Francisco Cervantes Díaz, président du Business Coordinating Council (CCE), a estimé qu’il existe une série de facteurs critiques pour faire du nearshoring une réalité dans des États tels que Baja California, Sonora, Chihuahua, Coahuila, Nuevo et Tamaulipas.
« Pour le secteur des entreprises et pour notre pays, le (nearshoring) est une opportunité unique.

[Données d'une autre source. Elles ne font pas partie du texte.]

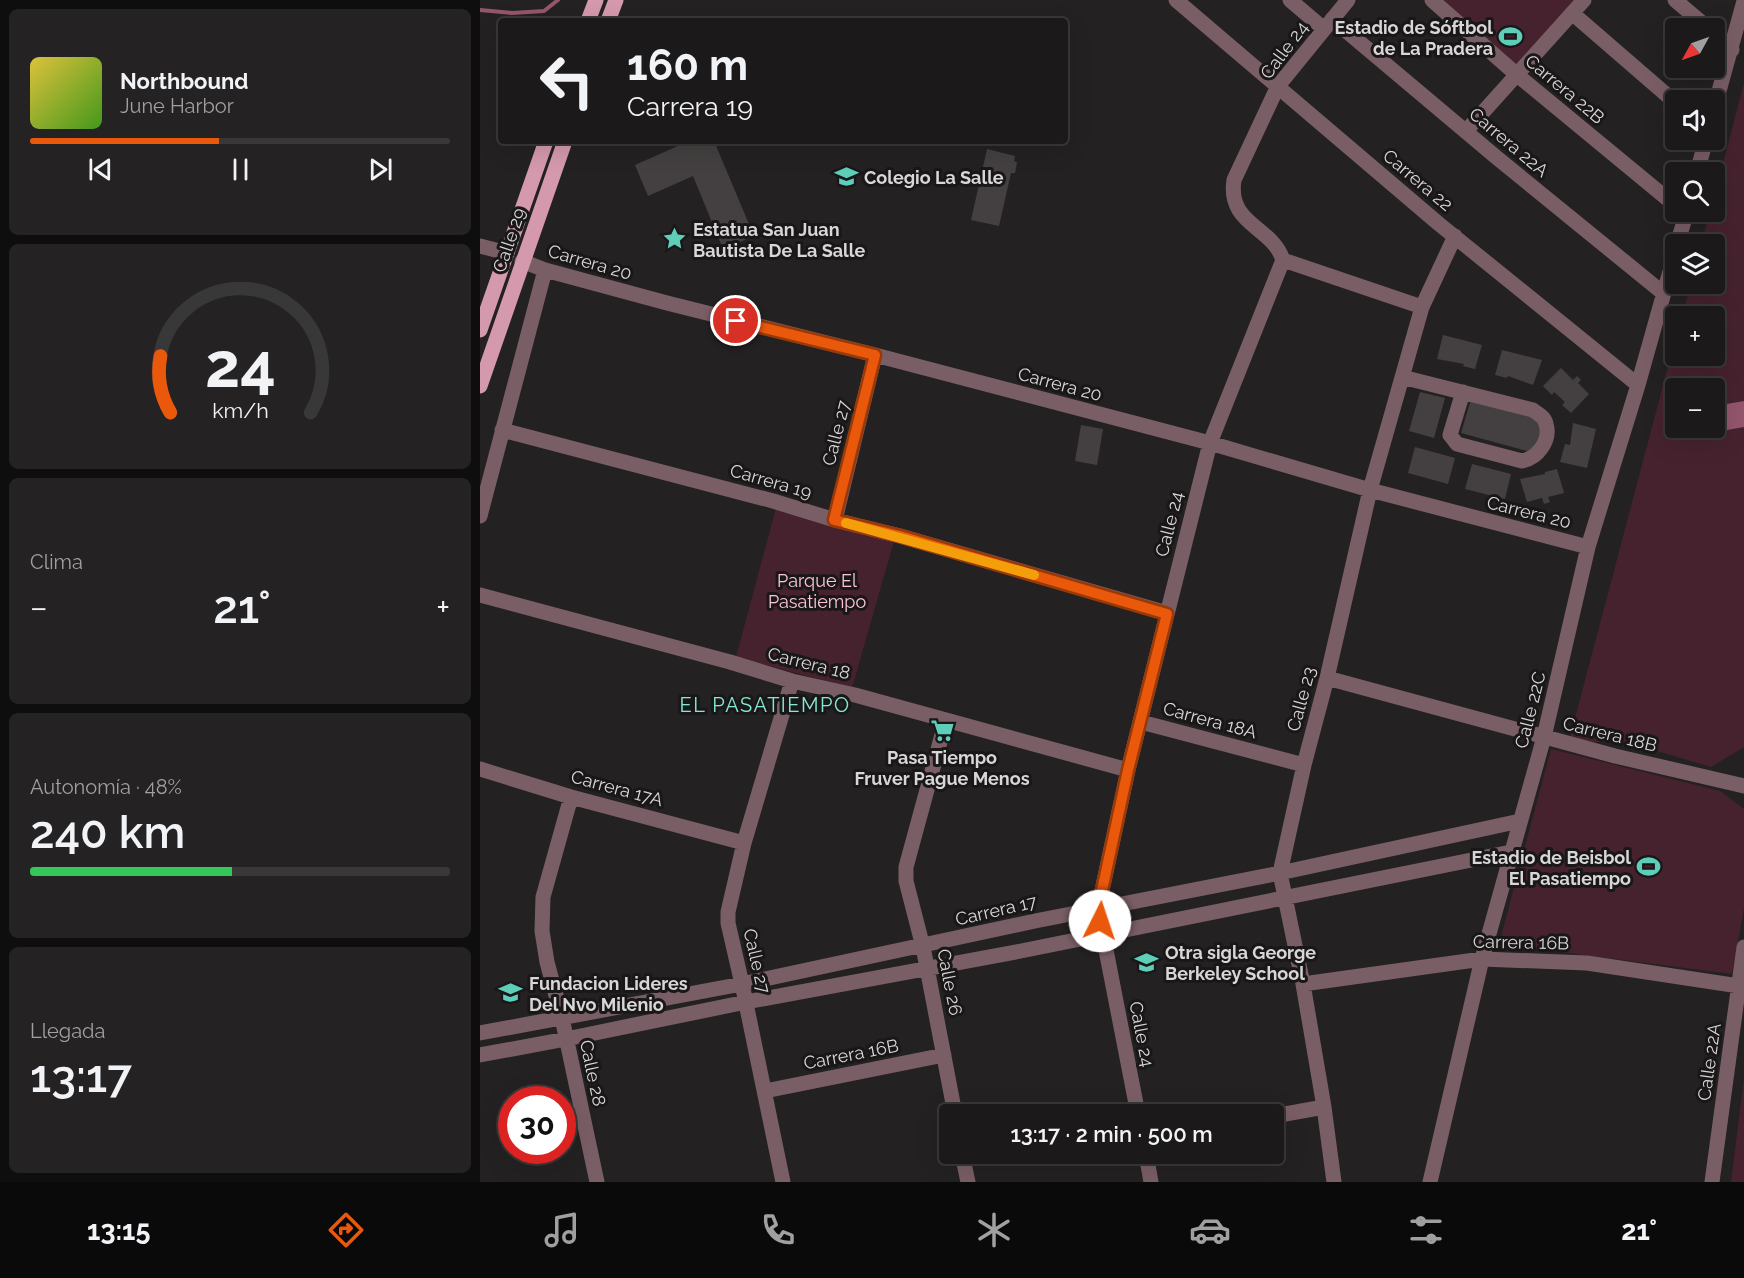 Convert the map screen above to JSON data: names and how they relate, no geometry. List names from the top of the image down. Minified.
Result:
{"streets":{"main road":["Calle 29"],"street":["Calle 24","Carrera 22B","Carrera 22A","Carrera 22","Carrera 20","Calle 27","Carrera 19","Carrera 18","Calle 23","Calle 22C","Carrera 18A","Carrera 18B","Carrera 17A","Carrera 17","Carrera 16B","Calle 26","Calle 22A","Calle 28"]},"crossings":[["Calle 24","Carrera 22A"],["Calle 24","Carrera 22"],["Calle 24","Carrera 20"],["Calle 24","Carrera 19"],["Calle 24","Carrera 18"],["Calle 24","Carrera 18A"],["Calle 24","Carrera 17"],["Carrera 22A","Calle 22C"],["Carrera 22","Calle 23"],["Carrera 22","Calle 22C"],["Calle 29","Carrera 20"],["Carrera 20","Calle 27"],["Carrera 20","Calle 23"],["Carrera 20","Calle 22C"],["Calle 27","Carrera 19"],["Calle 27","Carrera 18"],["Calle 27","Carrera 17A"],["Calle 27","Carrera 17"],["Calle 27","Carrera 16B"],["Carrera 18","Calle 26"],["Calle 23","Carrera 18A"],["Calle 23","Carrera 18B"],["Calle 23","Carrera 17"],["Calle 23","Carrera 16B"],["Calle 22C","Carrera 18B"],["Calle 22C","Carrera 17"],["Calle 22C","Carrera 16B"],["Carrera 17A","Calle 28"],["Carrera 17","Calle 26"],["Carrera 17","Calle 28"],["Carrera 16B","Calle 26"],["Carrera 16B","Calle 22A"]],"districts":["EL PASATIEMPO"],"parks":["Parque El Pasatiempo"],"places":{"sports":["Estadio de Sóftbol de La Pradera","Estadio de Beisbol El Pasatiempo"],"school or university":["Colegio La Salle","Otra sigla George Berkeley School","Fundacion Lideres Del Nvo Milenio"],"place":["Estatua San Juan Bautista De La Salle"],"supermarket":["Pasa Tiempo Fruver Pague Menos"]},"north":"bottom left","page":{"map_buttons":["+","−"],"turn":["160 m","Carrera 19"],"song":["Northbound","June Harbor"],"tile":["Clima",["Autonomía · 48%","240 km"],["Llegada","13:17"]],"heat":["−","21°","+"],"limit":"30","trip":"13:17 · 2 min · 500 m","tabs":["13:15","21°"],"gauge":["24","km/h"]}}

D’où l’intérêt de tirer le meilleur parti de cette circonstance », a déclaré l’homme d’affaires.
« Il existe un certain nombre de facteurs essentiels pour concrétiser cette opportunité, parmi lesquels se distinguent : la sécurité juridique des investissements, le respect de TMEC et sa continuité à long terme, les infrastructures, le développement des talents humains et les facilités accordées pour le démarrage rapide des entreprises », a-t-il souligné.
« Pour cela, l’impulsion au niveau local, étatique et municipal est essentielle », a déclaré Franciso Cervantes.
Les membres du Conseil de coordination des entreprises ont rencontré les gouverneurs de la Basse-Californie, Marina del Pilar Ávila ; et de Chihuahua, Maru Campos; ainsi qu’avec les dirigeants de Nuevo León, Samuel García ; de Sonora, Alfonso Durazo; et de Tamaulipas, Américo Villarreal, pour coordonner la collaboration en faveur de l’attraction des investissements directs étrangers issus du phénomène de délocalisation, mieux connu sous le nom de nearshoring.
Les présidents favoriseront les investissements nationaux dans les infrastructures frontalières afin de tirer pleinement parti des avantages du traité entre le Mexique, les États-Unis et le Canada (TMEC).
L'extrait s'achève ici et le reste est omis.